Honored is the game made by team Dis Is Honored for a 4-month long capstone project for the end of the degree program at Full Sail University. It is done in collaboration with 4 other designers, and 4 artists. The game is based off Dishonored from Arkane Studios, and set in a premodern Egyptian empire. The player must navigate through levels with numerous paths forward and complete missions such as defiling monuments, stealing artifacts, or taking out targets. The project is available now on Steam. Play time is roughly an hour and a half.

I worked on creating the inventory system for the game and many of the items that went into it. I also contributed to the level design, enemy AI, and Player Character functionality. 

Dev Blogs

Post Mortem December 15th, 2022

Honored was a fun game to work on and I learned a huge amount about the game dev process by taking a project from start to "finish". One of the key takeaways being something that our Course Director told me even beforehand: "Games are never done, we just stop working on them." Now that it's time for us to stop working on this, it's also time to reflect on what went right, and what went wrong, and how I can improve for future projects and team. 

What went Right

One of the best parts of the project was that we were able to get moving very fast very early on and build the project. We made a really strong start on the project putting a very large amount of features in, especially compared to some of the other teams that seemed to spend much more time trying to figure out a cohesive vision. We gained a lot of momentum and motivation with our strong early start.

The other part that helped is that we did not have a lot of clashing heads which let us get more work done faster. As a team, we managed to head in one direction most of the time without having to dedicate much time to drive the project in one direction. 

Another bit less close to design, but at least as important was that we got along very well. We made time to do team-building activities and just hang out together. By the end we were all really good friends and able to ask for help, or give critique because we all trusted that each of us was doing our best to make a great project. 

What went Wrong

    Each of thoes previously mentioned advantages ended up with some serious down sides. For one, our early lead meant we had a lot of features many of which were not made to work with anything, much less everything in our project, so getting some of the systems to communicate was an uphill battle. I spent a significant amount of time learning how the code for my teammates features worked so that I could implement mine cleanly, and a lack of documentation made this a lot worse.

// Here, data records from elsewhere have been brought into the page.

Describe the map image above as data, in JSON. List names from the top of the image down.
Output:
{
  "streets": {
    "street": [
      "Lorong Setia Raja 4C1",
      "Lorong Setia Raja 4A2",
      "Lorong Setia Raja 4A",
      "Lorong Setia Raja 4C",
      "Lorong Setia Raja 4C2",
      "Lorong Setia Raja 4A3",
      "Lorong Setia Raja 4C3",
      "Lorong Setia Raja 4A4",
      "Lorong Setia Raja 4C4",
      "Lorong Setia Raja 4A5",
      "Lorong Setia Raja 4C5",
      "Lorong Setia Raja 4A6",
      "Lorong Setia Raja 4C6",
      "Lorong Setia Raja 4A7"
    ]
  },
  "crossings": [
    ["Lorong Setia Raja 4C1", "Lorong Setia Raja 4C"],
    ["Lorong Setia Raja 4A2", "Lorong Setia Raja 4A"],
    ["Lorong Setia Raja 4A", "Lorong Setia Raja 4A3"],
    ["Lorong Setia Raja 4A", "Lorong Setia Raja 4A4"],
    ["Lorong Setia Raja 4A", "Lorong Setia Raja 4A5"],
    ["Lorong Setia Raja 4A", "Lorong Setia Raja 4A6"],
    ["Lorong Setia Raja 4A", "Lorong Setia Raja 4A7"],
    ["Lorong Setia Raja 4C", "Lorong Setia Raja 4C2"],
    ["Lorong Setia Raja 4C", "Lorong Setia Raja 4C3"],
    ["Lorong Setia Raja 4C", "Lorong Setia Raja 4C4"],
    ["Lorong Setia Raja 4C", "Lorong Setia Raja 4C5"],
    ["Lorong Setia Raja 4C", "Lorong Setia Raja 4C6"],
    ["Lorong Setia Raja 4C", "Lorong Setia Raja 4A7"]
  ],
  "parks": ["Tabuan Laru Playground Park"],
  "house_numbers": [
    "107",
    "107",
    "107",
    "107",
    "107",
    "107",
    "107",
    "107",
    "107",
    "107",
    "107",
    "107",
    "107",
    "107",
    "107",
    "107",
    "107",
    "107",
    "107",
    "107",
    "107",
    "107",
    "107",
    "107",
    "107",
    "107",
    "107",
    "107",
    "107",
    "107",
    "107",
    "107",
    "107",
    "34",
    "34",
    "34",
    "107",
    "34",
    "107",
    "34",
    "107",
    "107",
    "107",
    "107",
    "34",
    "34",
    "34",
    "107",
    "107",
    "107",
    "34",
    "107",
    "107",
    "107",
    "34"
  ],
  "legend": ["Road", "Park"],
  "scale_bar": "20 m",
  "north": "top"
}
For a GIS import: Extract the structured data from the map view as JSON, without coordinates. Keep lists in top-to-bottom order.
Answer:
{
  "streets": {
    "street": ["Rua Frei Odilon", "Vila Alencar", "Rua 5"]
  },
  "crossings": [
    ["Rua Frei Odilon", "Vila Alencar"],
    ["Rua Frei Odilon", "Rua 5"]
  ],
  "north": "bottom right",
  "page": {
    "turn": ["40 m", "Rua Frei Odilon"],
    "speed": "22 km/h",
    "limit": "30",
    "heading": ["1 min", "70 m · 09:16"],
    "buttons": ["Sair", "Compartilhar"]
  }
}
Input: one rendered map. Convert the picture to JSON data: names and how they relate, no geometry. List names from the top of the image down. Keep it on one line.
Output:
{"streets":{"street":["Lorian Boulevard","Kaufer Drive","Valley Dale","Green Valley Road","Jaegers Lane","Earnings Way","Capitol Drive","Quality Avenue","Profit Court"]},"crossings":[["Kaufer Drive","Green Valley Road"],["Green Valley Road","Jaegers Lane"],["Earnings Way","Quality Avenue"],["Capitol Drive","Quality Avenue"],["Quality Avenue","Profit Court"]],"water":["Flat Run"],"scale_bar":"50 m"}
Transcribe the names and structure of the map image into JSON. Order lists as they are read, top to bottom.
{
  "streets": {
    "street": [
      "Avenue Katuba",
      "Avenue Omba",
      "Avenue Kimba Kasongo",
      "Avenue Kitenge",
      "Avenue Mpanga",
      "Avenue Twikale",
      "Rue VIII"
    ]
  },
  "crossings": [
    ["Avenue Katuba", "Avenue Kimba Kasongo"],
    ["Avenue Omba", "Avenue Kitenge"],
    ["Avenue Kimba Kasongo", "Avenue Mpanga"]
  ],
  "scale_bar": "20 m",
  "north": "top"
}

Another problem was that our lack of clashing seemed to also come from or with a lack of communication. Like with our code not communicating many times I opened to project and saw something I hadn't even heard was happening, and given the size of the project was a little disappointing. But I learned the value of strong communication and how when everyone is on the same page and working together, even if it's slower the project turns out a lot better.

There were more smaller problems, but almost all stemmed from these broad issues so that's where I will leave this off.

This project was a blast to work on and I am proud of what we created. Knowing what I do now, I can say with certainty that doing it again would make a much better product but I learned a massive amount and I came out as a strong designer in the end.

Bellow you can find the sprint reviews that were created with each of the 7 sprints of the project. These show a more in depth view of what I worked on with each section and what I learned each time. There were six 2-week sprints and final month of class was consolidated into one 3-week sprint. 

Sprint 1 Review September 14th, 2021

This was the first sprint. I worked on two different things for this sprint:

Going into this  I had no idea how to make an inventory and so I followed a tutorial by Ryan Laley the entire way.  Because of this there are some things that behave in ways that don't work perfectly for our system, and I anticipate issues with connecting this to something like a weapon wheel.  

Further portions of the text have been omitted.